I don’t know how to create a dramatic movement to swim against this tide in our culture and world. But, I do know that every time I sit down with another person with whom I disagree, and every time I read a book or article coming from a spiritual or political orientation different than my own, I do three things: I look first to what I agree with, next I look for what helps me understand the issue better and brings clarity to my own thinking; and finally I look for what is dead wrong about person’s position. Doing this results in making a friend from either across the aisle, across the generations, or across religious and racial divides. This is the kind of transformation that will never come from a decree on high; it will, however, come from below when enough of us are sick and tired of listening to people scream and yell over each other and when we have grown weary of one political party attempting to undo everything that the previous political party just accomplished. We need more people who are sick of the lack of civility, tired of the paucity of common sense, and who insist on forging new ways to relate to each other around the differences of our ideas.

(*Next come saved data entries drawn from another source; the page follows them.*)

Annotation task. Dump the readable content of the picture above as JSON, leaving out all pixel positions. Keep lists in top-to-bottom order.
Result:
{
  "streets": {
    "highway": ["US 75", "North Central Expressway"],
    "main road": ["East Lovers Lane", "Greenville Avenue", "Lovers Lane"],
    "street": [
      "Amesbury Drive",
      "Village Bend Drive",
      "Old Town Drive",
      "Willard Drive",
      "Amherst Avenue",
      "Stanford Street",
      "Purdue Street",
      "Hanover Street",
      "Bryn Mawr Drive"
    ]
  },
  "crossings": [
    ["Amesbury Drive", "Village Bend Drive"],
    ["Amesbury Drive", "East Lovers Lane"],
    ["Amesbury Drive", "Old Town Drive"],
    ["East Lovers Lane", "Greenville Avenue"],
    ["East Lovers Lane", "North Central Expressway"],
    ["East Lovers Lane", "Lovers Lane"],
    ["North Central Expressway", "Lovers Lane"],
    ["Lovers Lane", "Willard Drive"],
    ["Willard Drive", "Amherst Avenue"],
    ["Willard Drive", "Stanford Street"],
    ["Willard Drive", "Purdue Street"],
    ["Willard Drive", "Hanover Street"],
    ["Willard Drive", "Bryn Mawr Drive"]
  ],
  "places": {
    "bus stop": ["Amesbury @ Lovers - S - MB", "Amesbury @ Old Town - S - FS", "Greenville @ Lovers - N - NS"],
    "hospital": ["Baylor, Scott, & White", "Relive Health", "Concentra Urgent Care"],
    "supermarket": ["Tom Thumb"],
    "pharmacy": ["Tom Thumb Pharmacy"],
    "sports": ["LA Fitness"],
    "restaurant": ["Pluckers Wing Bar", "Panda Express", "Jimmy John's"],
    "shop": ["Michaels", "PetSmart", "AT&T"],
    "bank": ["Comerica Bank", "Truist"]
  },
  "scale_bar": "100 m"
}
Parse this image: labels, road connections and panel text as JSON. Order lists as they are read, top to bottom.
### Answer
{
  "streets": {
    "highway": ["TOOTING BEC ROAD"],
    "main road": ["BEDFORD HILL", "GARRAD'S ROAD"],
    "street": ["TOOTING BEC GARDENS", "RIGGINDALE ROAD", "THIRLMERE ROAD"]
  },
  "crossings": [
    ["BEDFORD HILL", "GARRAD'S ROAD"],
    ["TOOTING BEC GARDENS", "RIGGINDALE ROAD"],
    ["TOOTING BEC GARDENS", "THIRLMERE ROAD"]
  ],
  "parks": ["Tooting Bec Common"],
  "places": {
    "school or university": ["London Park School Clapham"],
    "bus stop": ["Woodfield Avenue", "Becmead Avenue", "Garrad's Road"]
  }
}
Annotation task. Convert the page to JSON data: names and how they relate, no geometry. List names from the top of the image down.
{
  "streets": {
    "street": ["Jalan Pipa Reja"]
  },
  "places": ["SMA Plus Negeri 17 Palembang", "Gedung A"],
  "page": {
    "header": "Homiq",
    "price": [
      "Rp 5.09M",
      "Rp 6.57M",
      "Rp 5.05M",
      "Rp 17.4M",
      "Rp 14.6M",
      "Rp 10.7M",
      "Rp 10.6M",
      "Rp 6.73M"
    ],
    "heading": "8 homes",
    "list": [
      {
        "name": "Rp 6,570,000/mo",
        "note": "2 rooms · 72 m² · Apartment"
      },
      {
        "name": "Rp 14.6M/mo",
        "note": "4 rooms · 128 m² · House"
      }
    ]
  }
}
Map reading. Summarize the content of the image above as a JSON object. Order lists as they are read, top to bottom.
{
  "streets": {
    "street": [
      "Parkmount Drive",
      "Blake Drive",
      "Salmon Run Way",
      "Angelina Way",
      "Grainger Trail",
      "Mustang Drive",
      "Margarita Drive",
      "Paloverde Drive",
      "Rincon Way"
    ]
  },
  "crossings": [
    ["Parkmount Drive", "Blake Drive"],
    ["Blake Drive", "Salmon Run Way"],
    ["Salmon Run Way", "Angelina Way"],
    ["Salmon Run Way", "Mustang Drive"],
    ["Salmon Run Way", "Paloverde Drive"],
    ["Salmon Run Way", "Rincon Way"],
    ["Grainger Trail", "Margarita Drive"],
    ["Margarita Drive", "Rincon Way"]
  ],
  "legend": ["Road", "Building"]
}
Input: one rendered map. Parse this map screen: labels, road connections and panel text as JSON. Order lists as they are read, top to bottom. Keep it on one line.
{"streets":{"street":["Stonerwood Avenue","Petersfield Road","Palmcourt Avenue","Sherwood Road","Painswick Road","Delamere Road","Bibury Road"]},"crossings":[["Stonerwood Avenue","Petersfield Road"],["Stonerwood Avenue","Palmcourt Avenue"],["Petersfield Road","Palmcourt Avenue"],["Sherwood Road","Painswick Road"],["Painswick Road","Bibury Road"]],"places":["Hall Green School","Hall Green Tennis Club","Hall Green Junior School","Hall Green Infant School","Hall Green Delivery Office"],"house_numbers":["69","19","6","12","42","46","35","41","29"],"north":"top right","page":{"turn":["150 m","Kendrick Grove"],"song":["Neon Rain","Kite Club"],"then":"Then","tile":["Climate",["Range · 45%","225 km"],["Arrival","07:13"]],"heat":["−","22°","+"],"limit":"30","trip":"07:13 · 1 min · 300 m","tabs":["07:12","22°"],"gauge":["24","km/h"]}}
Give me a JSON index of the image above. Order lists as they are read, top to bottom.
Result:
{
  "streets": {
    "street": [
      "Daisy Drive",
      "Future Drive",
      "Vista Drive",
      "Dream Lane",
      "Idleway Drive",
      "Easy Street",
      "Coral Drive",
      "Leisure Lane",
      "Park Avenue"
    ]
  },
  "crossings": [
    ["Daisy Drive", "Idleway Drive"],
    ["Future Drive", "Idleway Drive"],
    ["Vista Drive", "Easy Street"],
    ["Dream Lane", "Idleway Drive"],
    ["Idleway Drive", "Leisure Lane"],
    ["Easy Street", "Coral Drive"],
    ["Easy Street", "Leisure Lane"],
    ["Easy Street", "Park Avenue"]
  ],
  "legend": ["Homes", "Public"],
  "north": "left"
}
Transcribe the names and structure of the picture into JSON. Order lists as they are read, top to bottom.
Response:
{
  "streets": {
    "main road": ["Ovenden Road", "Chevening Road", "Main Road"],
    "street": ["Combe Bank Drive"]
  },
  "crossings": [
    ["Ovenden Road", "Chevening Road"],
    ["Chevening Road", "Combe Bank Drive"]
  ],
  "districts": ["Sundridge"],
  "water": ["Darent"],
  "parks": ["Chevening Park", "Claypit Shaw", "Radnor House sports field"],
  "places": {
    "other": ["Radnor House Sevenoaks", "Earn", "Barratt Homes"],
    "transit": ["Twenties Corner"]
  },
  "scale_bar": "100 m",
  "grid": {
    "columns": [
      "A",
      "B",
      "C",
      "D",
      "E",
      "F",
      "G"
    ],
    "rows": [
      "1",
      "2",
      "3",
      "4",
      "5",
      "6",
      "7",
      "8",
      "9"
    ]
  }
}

At Obama’s commencement address at Notre Dame in 2009, he said his desire to create a new American culture that honored difference of opinion came about, in part, from the role-modeling of a faith leader -- the former Catholic leader of the Archdiocese of Chicago, Cardinal Joseph Bernardin. Obama said Bernardin “stood as both a lighthouse and a crossroads--unafraid to speak his mind on moral issues ranging from poverty and AIDS and abortion to the death penalty and nuclear war. And yet, he was congenial and gentle in his persuasion, always trying to bring people together, always trying to find common ground. Just before he died, a reporter asked Cardinal Bernardin about this approach to his ministry. And he said, ‘You can't really get on with preaching the Gospel until you've touched hearts and minds.’”
If this nation can’t extricate itself from its inability to talk across difference, perhaps faith leaders can lead the way by example. But, more of us will need to walk Bernardin’s talk. Cole believes the University of Chicago worked out the best plan for negotiating the shoals of free speech in its 1967 Kalven Committee Report, which quotes the historian and former Chicago president, Hanna Holborn Gray: “Education should not be intended to make people comfortable, it is made to make them think. Universities should be expected to provide the conditions within which hard thought, and therefore strong disagreement, independent judgment, and the questioning of stubborn assumptions, can flourish in an environment of the greatest freedom.”
No argument here. But, we’ll need to pledge ourselves to become lighthouses and crossroads that see every effort to silence voices as ultimately a failure that will undermine the very kind of world we hope to build with our ideas.